Le sourire de Jez se rétrécit. Iel préférait mener les conversations, mais céda de bon cœur.

— D’accord, je vais voir ce que je peux faire.

Alejandra tiqua, attendant que Jez émette son prix. Rien n’était gratuit ici. Jez capta sa réflexion muette et fit mine de se sentir injurié.e de façon exagérée.

— Ma chérie, comme oses-tu penser ça de moi ? Te faire payer pour retrouver la marmaille égarée? Voyons ce n’est pas mon genre, sauf si tu n'aimes pas les traitements de faveur.

L’Enquêtrice demeura dubitative, mais rentra dans son jeu en soupirant.

— Elle s’appelle Hel, dans les seize ans, cheveux roux. C’est la fille d’une amie et elle s’inquiète, parce qu'elle n'a plus de nouvelle depuis une semaine.

— Et cette amie, ne vivrait pas dans les beaux quartiers de la surface par hasard, plutôt du côté de la Collerette?

— Jez…

— C’est bon, je t’ai déjà dit que c’était gratos. Oui, il y a bien une gamine qui correspond à ta description qui est passée il y a quelque temps. Elle aimait bien… Oh attend un peu et profites du spectacle.

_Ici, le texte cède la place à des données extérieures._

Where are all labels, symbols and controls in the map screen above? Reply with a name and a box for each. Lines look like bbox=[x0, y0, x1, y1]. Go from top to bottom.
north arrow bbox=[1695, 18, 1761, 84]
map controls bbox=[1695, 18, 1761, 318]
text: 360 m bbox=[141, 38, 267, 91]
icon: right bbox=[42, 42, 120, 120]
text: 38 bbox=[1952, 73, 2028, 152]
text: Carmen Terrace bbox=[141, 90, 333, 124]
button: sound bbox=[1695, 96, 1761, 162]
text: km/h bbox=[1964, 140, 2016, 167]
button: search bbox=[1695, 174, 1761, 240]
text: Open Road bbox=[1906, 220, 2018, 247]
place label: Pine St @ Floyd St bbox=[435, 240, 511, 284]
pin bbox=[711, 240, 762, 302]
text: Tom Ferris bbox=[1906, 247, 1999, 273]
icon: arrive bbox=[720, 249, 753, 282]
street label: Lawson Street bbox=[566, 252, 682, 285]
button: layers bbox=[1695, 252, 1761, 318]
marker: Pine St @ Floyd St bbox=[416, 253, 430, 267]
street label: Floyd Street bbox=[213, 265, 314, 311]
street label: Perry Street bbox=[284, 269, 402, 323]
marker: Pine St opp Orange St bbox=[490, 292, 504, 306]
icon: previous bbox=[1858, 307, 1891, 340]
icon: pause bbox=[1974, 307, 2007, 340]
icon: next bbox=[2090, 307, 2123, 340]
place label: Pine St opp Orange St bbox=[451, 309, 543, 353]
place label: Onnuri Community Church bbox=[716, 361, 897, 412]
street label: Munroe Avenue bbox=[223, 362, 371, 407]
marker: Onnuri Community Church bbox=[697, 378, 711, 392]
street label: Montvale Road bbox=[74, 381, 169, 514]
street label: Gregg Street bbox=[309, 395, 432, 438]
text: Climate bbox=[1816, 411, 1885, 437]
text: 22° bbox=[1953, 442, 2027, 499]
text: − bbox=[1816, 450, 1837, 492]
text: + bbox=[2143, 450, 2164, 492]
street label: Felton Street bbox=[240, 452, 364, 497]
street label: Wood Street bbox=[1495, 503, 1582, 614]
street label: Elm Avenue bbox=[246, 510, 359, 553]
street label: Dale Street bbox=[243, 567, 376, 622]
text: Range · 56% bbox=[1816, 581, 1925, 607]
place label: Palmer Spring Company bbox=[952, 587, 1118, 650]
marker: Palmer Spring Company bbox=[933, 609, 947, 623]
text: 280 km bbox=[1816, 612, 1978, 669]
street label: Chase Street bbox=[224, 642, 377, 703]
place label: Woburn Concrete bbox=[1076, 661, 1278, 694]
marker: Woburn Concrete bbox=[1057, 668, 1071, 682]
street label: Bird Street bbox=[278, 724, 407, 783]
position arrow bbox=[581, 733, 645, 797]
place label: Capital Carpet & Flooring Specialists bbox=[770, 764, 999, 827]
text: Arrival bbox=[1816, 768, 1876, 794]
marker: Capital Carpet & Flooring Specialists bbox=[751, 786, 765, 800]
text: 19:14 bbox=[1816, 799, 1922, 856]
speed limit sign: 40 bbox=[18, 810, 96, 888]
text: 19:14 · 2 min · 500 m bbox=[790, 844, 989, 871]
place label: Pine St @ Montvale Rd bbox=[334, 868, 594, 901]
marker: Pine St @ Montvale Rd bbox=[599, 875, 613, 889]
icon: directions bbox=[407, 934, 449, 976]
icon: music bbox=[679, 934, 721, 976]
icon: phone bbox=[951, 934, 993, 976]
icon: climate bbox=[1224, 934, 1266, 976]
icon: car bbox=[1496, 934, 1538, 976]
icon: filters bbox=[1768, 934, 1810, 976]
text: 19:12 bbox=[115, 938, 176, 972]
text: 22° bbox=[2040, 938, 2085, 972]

Sans même attendre sa réponse, Jez se leva laissant sa clope à moitié fumée dans le cendrier, pour s’appuyer contre la rambarde. Intriguée, Alejandra l’imita. Le rez-de-chaussée s’était bien rempli depuis son arrivée. À cette heure les ouvriers et les gardes finissaient leur service, et venaient se détendre une heure ou deux, avant d’aller se coucher. Tous fixaient la scène sur laquelle s’était avancée une jeune femme portant un costume chic, criard, turquoise et violet, rehaussé par des dorures et des plumes colorées, sur lesquelles tombaient ses boucles roses. Elle n’était pas très grande mais possédait ainsi une forte allure, qui n’aurait pas jurée dans les meilleures revues de la surface.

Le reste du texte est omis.